BEGIN Entries supplied

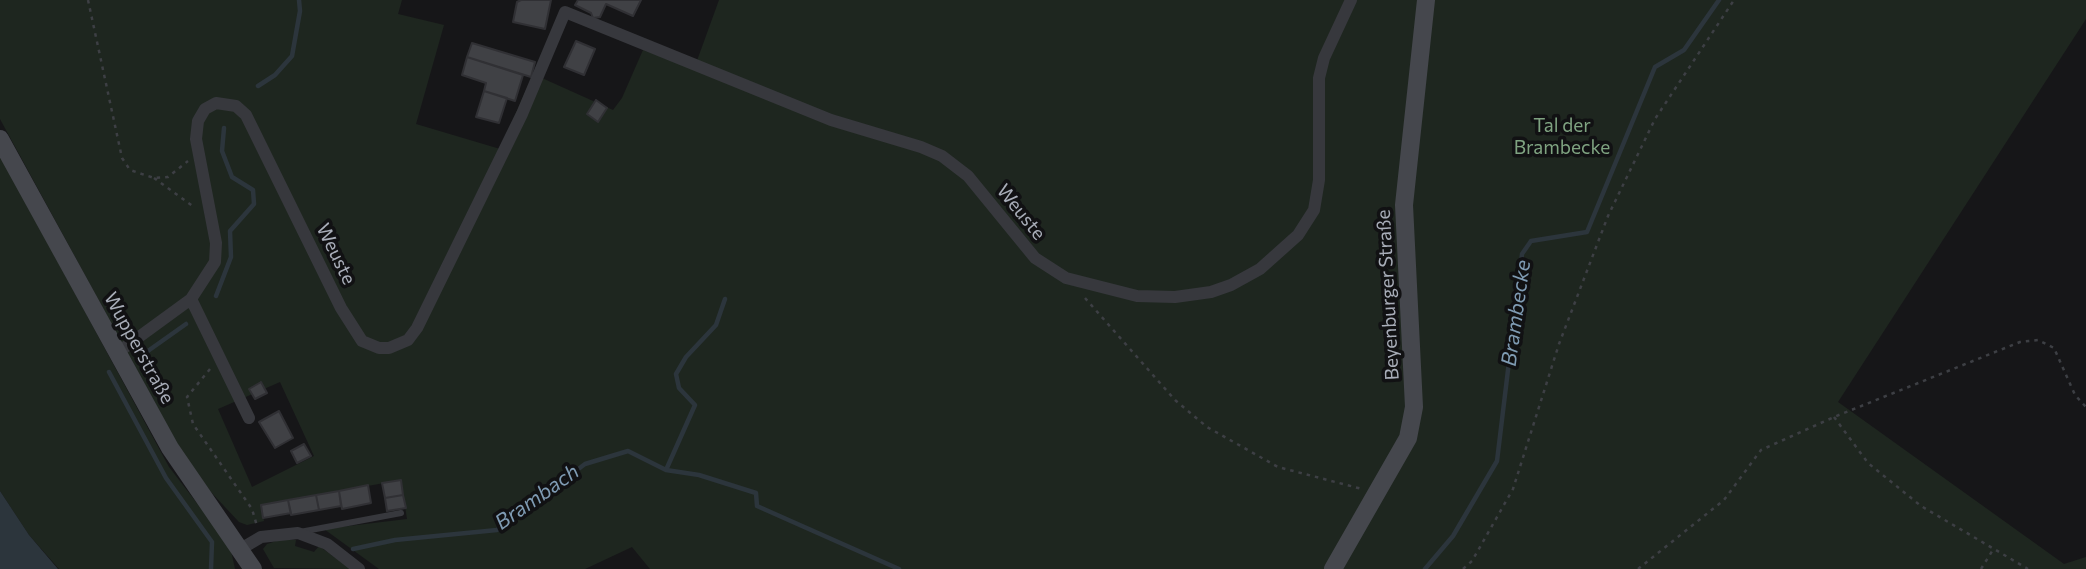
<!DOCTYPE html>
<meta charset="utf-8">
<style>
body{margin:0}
canvas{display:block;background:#161618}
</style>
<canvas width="2086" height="569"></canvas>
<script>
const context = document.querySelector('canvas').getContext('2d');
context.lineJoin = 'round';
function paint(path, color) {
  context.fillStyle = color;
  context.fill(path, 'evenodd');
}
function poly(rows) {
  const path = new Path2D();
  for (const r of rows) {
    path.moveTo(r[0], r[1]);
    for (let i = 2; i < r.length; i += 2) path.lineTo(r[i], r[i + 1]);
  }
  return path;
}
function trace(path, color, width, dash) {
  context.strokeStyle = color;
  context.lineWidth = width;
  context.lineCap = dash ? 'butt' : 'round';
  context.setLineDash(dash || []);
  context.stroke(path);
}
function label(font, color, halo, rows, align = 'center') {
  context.font = font + ' Commissioner,sans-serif';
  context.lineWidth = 7;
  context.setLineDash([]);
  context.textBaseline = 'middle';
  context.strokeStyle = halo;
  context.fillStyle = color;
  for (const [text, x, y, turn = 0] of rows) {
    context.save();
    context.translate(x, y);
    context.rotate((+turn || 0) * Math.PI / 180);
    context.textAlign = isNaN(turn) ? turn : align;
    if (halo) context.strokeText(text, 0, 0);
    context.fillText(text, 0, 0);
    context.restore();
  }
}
paint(poly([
 [0,0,402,0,398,14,444,25,416,124,500,149,533,74,613,110,622,98,643,50,694,69,719,0,2086,0,2086,19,1838,402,2064,564,2086,557,2086,569,650,569,632,547,585,569,379,569,324,529,407,519,401,480,261,505,264,521,247,525,239,522,210,491,177,444,0,119],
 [280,382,314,456,252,487,218,409],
 [0,155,169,467,230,546,235,569,59,569,29,535,0,491],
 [283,539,296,540,295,546,314,552,319,546,351,569,274,568,263,549,267,544]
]), '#1e261f');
paint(poly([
 [0,491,29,535,58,569,0,569]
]), '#2c353c');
trace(poly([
 [258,86,275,75,292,56,300,11,299,0],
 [216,296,231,257,230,231,254,204,253,190,232,177,222,151,224,128],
 [138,358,186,324],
 [109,372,166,478,212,542,211,569],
 [666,470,695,405,679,388,676,374,686,357,716,325,725,299],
 [353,549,395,540,497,530,585,464,628,451,666,470,699,475,756,493,757,506,899,569],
 [1425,569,1453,536,1497,461,1522,254,1531,241,1587,232,1655,67,1684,50,1719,0]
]), '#2c353c', 4.5);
const building = poly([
 [521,0,551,0,545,29,513,22,517,2,521,0],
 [578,0,641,0,633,16,606,4,600,17,593,18,591,13,575,5,578,0],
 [576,41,595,49,584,75,564,67,576,41],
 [472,43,535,62,531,77,467,57,472,43],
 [467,57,523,75,515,101,484,91,486,83,462,75,467,57],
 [484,91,507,98,499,123,476,117,484,91],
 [596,100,607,108,598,122,587,114,596,100],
 [261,382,267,393,255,399,249,389,261,382],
 [279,411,293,438,275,448,259,422,279,411],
 [304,444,311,456,297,463,291,451,304,444],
 [401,480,403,495,385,498,382,483,401,480],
 [368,485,371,503,342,509,339,491,368,485],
 [339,491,341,506,319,510,316,495,339,491],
 [316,495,319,510,291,515,288,500,316,495],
 [403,495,406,508,387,511,385,498,403,495],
 [288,500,291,513,263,518,261,505,288,500]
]);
paint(building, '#404145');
trace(building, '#303034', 2);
trace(poly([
 [88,0,122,158,130,170,154,178,168,177,188,161],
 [154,178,194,207],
 [1085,298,1175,400,1207,427,1278,467,1362,489],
 [210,369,187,397,193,424,252,509,257,526],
 [1834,417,1868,463,1921,506,2028,569],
 [1463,569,1472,561,1513,489,1559,344,1608,216,1655,119,1734,0],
 [1638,569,1724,500,1761,450,1834,417,2020,342,2038,340,2054,348,2075,395,2086,407],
 [1981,569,1994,548]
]), '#3d3f44', 2.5, [3.5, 5]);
trace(poly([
 [300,532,401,513]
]), '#37383d', 6);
trace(poly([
 [191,299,249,418],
 [117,353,191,299,215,262,216,243,196,139,198,121,205,109,216,103,236,106,246,115,341,308,362,341,379,348,389,348,408,340,417,328,522,114,565,12,831,120,921,147,942,156,968,176,1035,258,1066,278,1137,296,1175,297,1211,292,1231,285,1260,269,1298,235,1314,210,1319,180,1319,78,1324,58,1351,0],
 [239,550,261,537,298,533,327,544,359,569]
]), '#37383d', 12);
trace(poly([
 [0,139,170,448,253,569],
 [1333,569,1408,438,1414,407,1404,205,1426,0]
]), '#45474d', 18);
label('19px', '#7fa381', '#111113', [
 ["Tal der",1562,126],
 ["Brambecke",1562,148]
]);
label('19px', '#a8adb8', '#111113', [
 ["Weuste",1021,212,51],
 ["Weuste",336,254,64],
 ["Beyenburger Straße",1388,295,-93],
 ["Wupperstraße",139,348,61]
]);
label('italic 21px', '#7f9bb3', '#111113', [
 ["Brambecke",1516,313,-82],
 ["Brambach",537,497,-35]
]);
</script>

END Entries supplied

Work request: Repeat exactly the lines of the listing above, from the one with "context.strokeStyle = color;" down to the one with "context.strokeStyle = halo;"; both of those lines belong in the range.

Result of the task:
  context.strokeStyle = color;
  context.lineWidth = width;
  context.lineCap = dash ? 'butt' : 'round';
  context.setLineDash(dash || []);
  context.stroke(path);
}
function label(font, color, halo, rows, align = 'center') {
  context.font = font + ' Commissioner,sans-serif';
  context.lineWidth = 7;
  context.setLineDash([]);
  context.textBaseline = 'middle';
  context.strokeStyle = halo;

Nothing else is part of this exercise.